Because there may be circumstances, not shown on the present record, in which such a corporate reorganization might work to the detriment of the domestic insurance company or its shareholders or policyholders, the statute provides that the corporate reorganization can be accomplished only after notice is given to all shareholders and to the public of a public hearing which the Commissioner of Insurance is directed to hold. At such a hearing any interested party has the right to appear and to become *468 a party to the proceedings. The statute, G.S. 58-86.4(2), then provides:

The Commissioner shall issue a written order approving the plan of exchange as delivered to him by the domestic company and the acquiring corporation and such modification therein as the board of directors of each such corporation shall approve, if he finds (i) that the plan, including all such modification, if effected, will not tend adversely to affect the financial stability or management of the domestic company or the general capacity or intention to continue the safe and prudent transaction of the insurance business of the domestic company, or of the acquiring corporation, if it is a domestic insurance company; (ii) that the interests of the policyholders and shareholders of the domestic company, and, if the acquiring corporation is a domestic insurance company, the policyholders of the acquiring corporation are protected; (iii) that the terms and conditions of the plan of exchange and the proposed issuance and exchange are fair and reasonable; and (iv) that the plan of exchange is consistent with the law and will not conflict with the public interest. If the Commissioner fails to approve the plan, he shall state his reasons for such failure in his order made on such hearing. Any order issued by the Commissioner hereunder shall be subject to court review in accordance with the provisions of G.S. 58-9.3.

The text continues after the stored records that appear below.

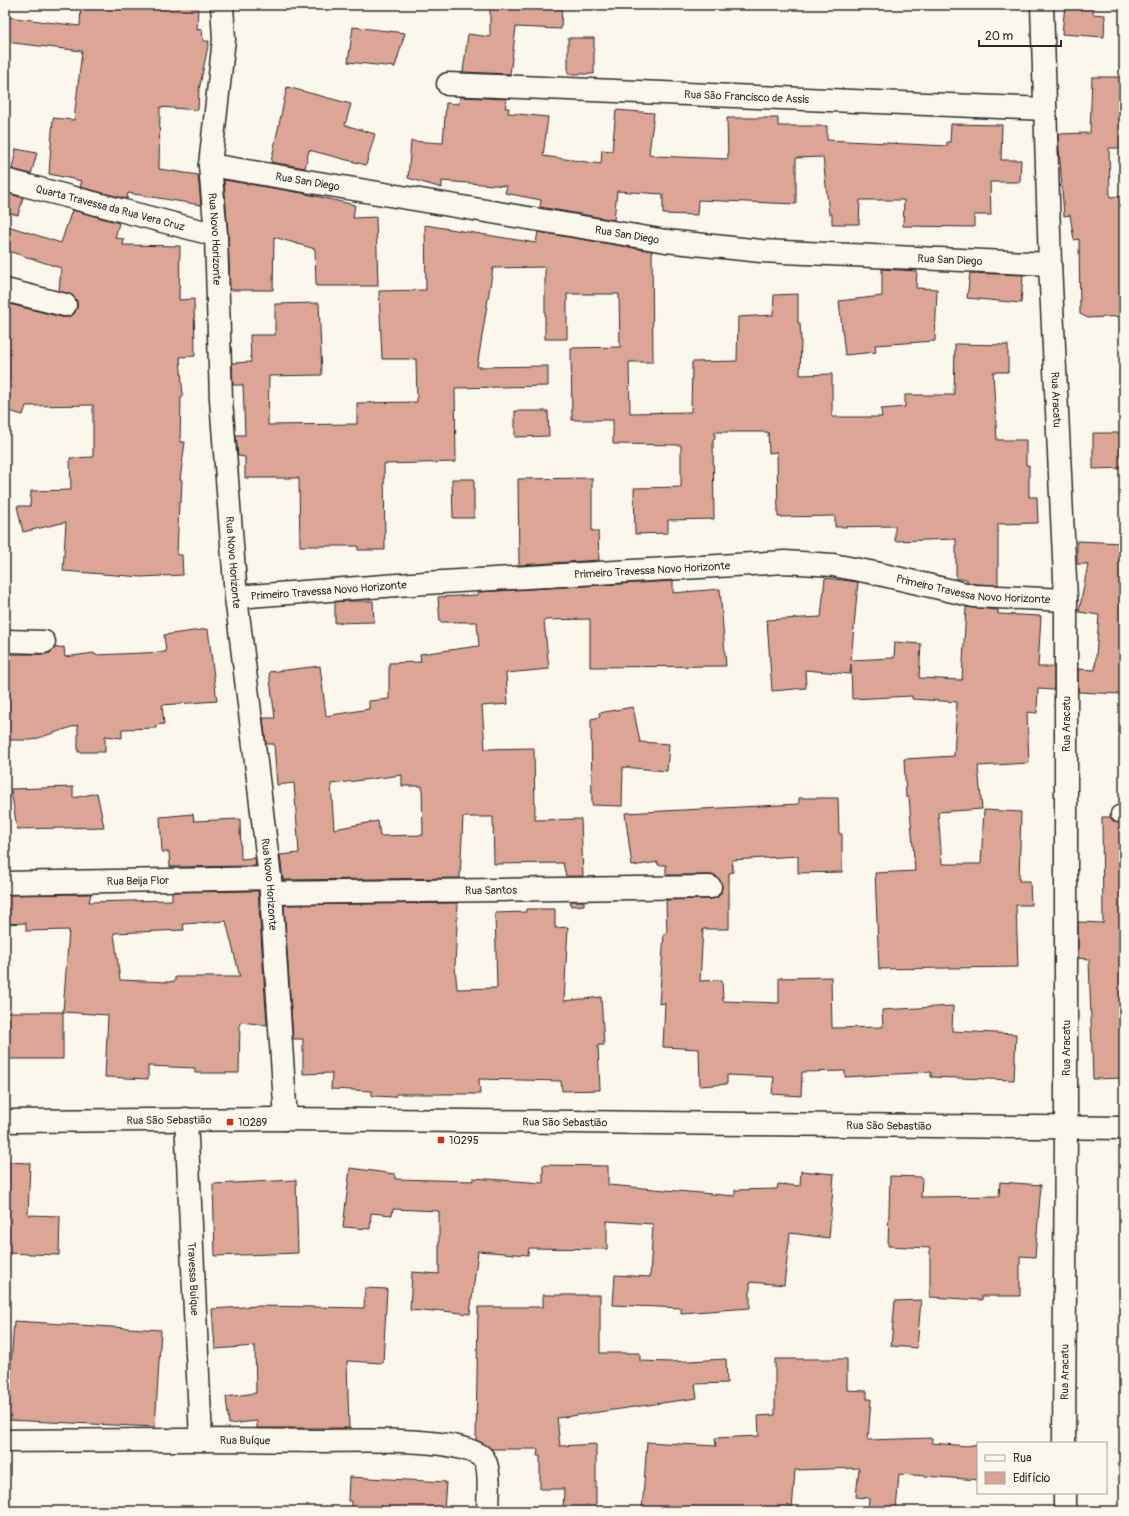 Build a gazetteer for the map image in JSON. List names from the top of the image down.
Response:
{
  "streets": {
    "street": [
      "Rua São Francisco de Assis",
      "Rua San Diego",
      "Quarta Travessa da Rua Vera Cruz",
      "Rua Novo Horizonte",
      "Rua Aracatu",
      "Primeiro Travessa Novo Horizonte",
      "Rua Beija Flor",
      "Rua Santos",
      "Rua São Sebastião",
      "Travessa Buíque",
      "Rua Buíque"
    ]
  },
  "crossings": [
    ["Rua São Francisco de Assis", "Rua Aracatu"],
    ["Rua San Diego", "Rua Novo Horizonte"],
    ["Rua San Diego", "Rua Aracatu"],
    ["Quarta Travessa da Rua Vera Cruz", "Rua Novo Horizonte"],
    ["Rua Novo Horizonte", "Primeiro Travessa Novo Horizonte"],
    ["Rua Novo Horizonte", "Rua Beija Flor"],
    ["Rua Novo Horizonte", "Rua Santos"],
    ["Rua Novo Horizonte", "Rua São Sebastião"],
    ["Rua Aracatu", "Primeiro Travessa Novo Horizonte"],
    ["Rua Aracatu", "Rua São Sebastião"],
    ["Rua Beija Flor", "Rua Santos"],
    ["Rua São Sebastião", "Travessa Buíque"],
    ["Travessa Buíque", "Rua Buíque"]
  ],
  "places": {
    "transit": ["10289", "10295"]
  },
  "legend": ["Rua", "Edifício"],
  "scale_bar": "20 m"
}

It will thus be seen that, in the context of the present case, the above quoted portion of G.S. 58-86.4(2) mandates that "[t]he Commissioner shall issue a written order approving the plan of exchange" (emphasis added), if, after holding the prescribed public hearing, he finds four things: (1) that the plan, if effected, will not tend adversely to affect the financial stability or management of the domestic insurance company or its general capacity or intention to continue the safe and prudent transaction of its insurance business; (2) that the interests of policyholders and shareholders are protected; (3) that the terms and conditions of the plan are fair and reasonable; and (4) that the plan is consistent with law and will not conflict with the public interest.

In the present case all of the detailed, complete, and voluminous evidence presented at the public hearing would support a favorable finding on each of the above four things. No shareholder or policyholder appeared at the public hearing in opposition to the plan. Members of the professional staff of the Insurance Department were present and participated in that public hearing. After reviewing the record, this professional staff recommended in writing entry of an order making favorable findings on the above four things. Nevertheless, after all of these proceedings had been completed and after a suit had been commenced in Superior Court to compel him to take some action one way or the other, the respondent Commissioner of Insurance, according to his own testimony given in his deposition taken on 12 September 1977, had never, as of that date, read the original petition or the proposed plan of exchange which had been on file in his office since 8 June 1977, had never read the transcript of the public hearing held by his hearing officer on 19 July 1977, and had never seen the written recommendation prepared by the professional staff of his Department. Yet eight days later, on 20 September 1977, he issued his order disapproving the plan.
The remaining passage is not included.